Robinson empieza a cantar, y la escena enmudece.
-“Hace tiempo que mi vida no tiene valor…
será porque dentro mío llevo un gran dolor…”
Lo miro. Me mira. Volteo a mirar a quienes lo miran. Su
voz de infante flota en el ambiente, y recorre cada rincón del autobús. Penetra
en los oídos y en el corazón.
Andy le ayuda en el coro.
- “…lejos
de ti, voy a morir, ay como duele, vivir sin ti…”
Terminan de cantar, y vuelvo a girar la vista esperando
las reacciones del improvisado auditorio. Un sonoro aplauso se escucha. El
público queda convencido del talento prematuro que tienen los jóvenes artistas
de la calle.
Robinson, con una sonrisa tímida, nos conmina a que, en
agradecimiento a la pieza musical que acaba de interpretar, le compremos una
porción de yuquitas fritas, que lleva en su taper. “¡Yucas fritas!” -pensé-
“son mis favoritas”.
La indiferencia y el desagrado fueron apareciendo en los
rostros de los que antes habían aplaudido. Pocos fueron los que se animaron a
comprar.

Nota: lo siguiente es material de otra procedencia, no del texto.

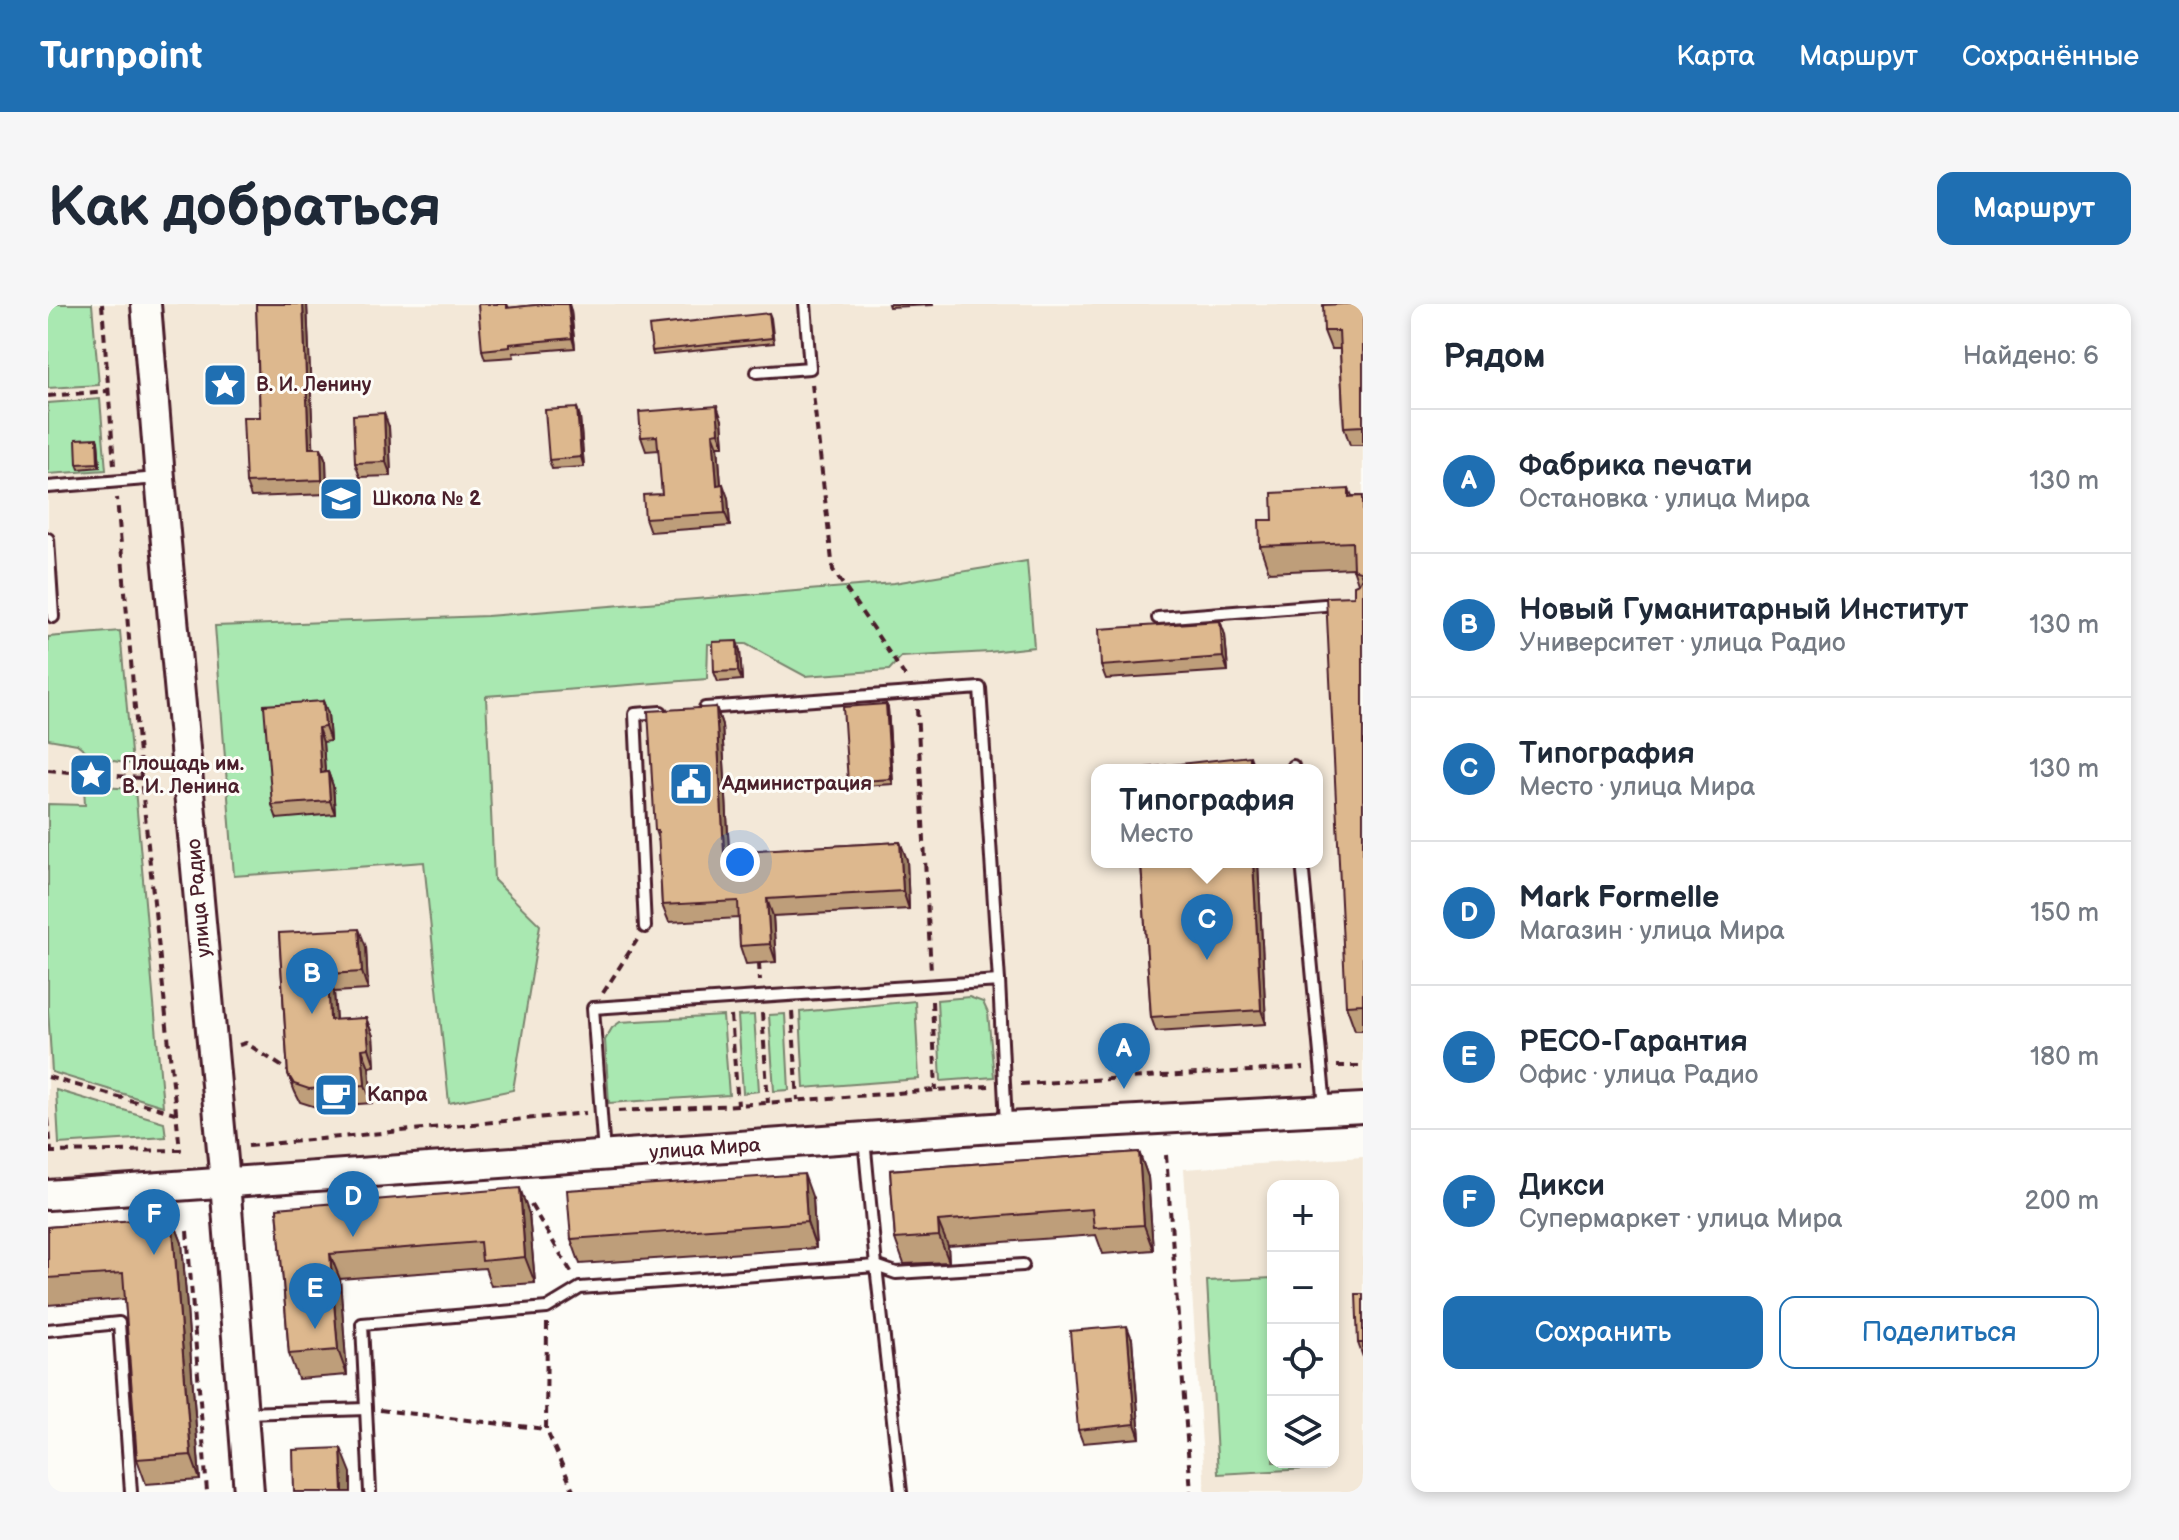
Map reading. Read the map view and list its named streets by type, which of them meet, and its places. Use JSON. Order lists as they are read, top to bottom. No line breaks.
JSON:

Yo quise ir más allá.
Llegando al paradero de Plaza Norte, los vi tocar el
timbre de bajada. Luego que descendieron del autobús, me aventuré a
perseguirlos.
-Hey, niño, te compro las yuquitas.
-Están a un sol, señor.
-Bien. Dame… a ver, ¿cuántas tienes?
-Me quedan 5 porciones.
-Listo. Dame las cinco en una bolsa. Te
compro todo.
Saqué de mi billetera el dinero por el cual me iba a dar
un gran festín, sin embargo, vi tristeza y algunas lágrimas en el rostro del
mayor de los niños.
-¿Qué pasa? ¿No te agrada la idea de vender
todo?
-Sí.
-¿Entonces?
-Es que esas yuquitas iban a ser mi almuerzo.
-¿No almorzaron ya? Mira la hora que es. Es
tarde. Y ustedes son niños, deben de comer temprano.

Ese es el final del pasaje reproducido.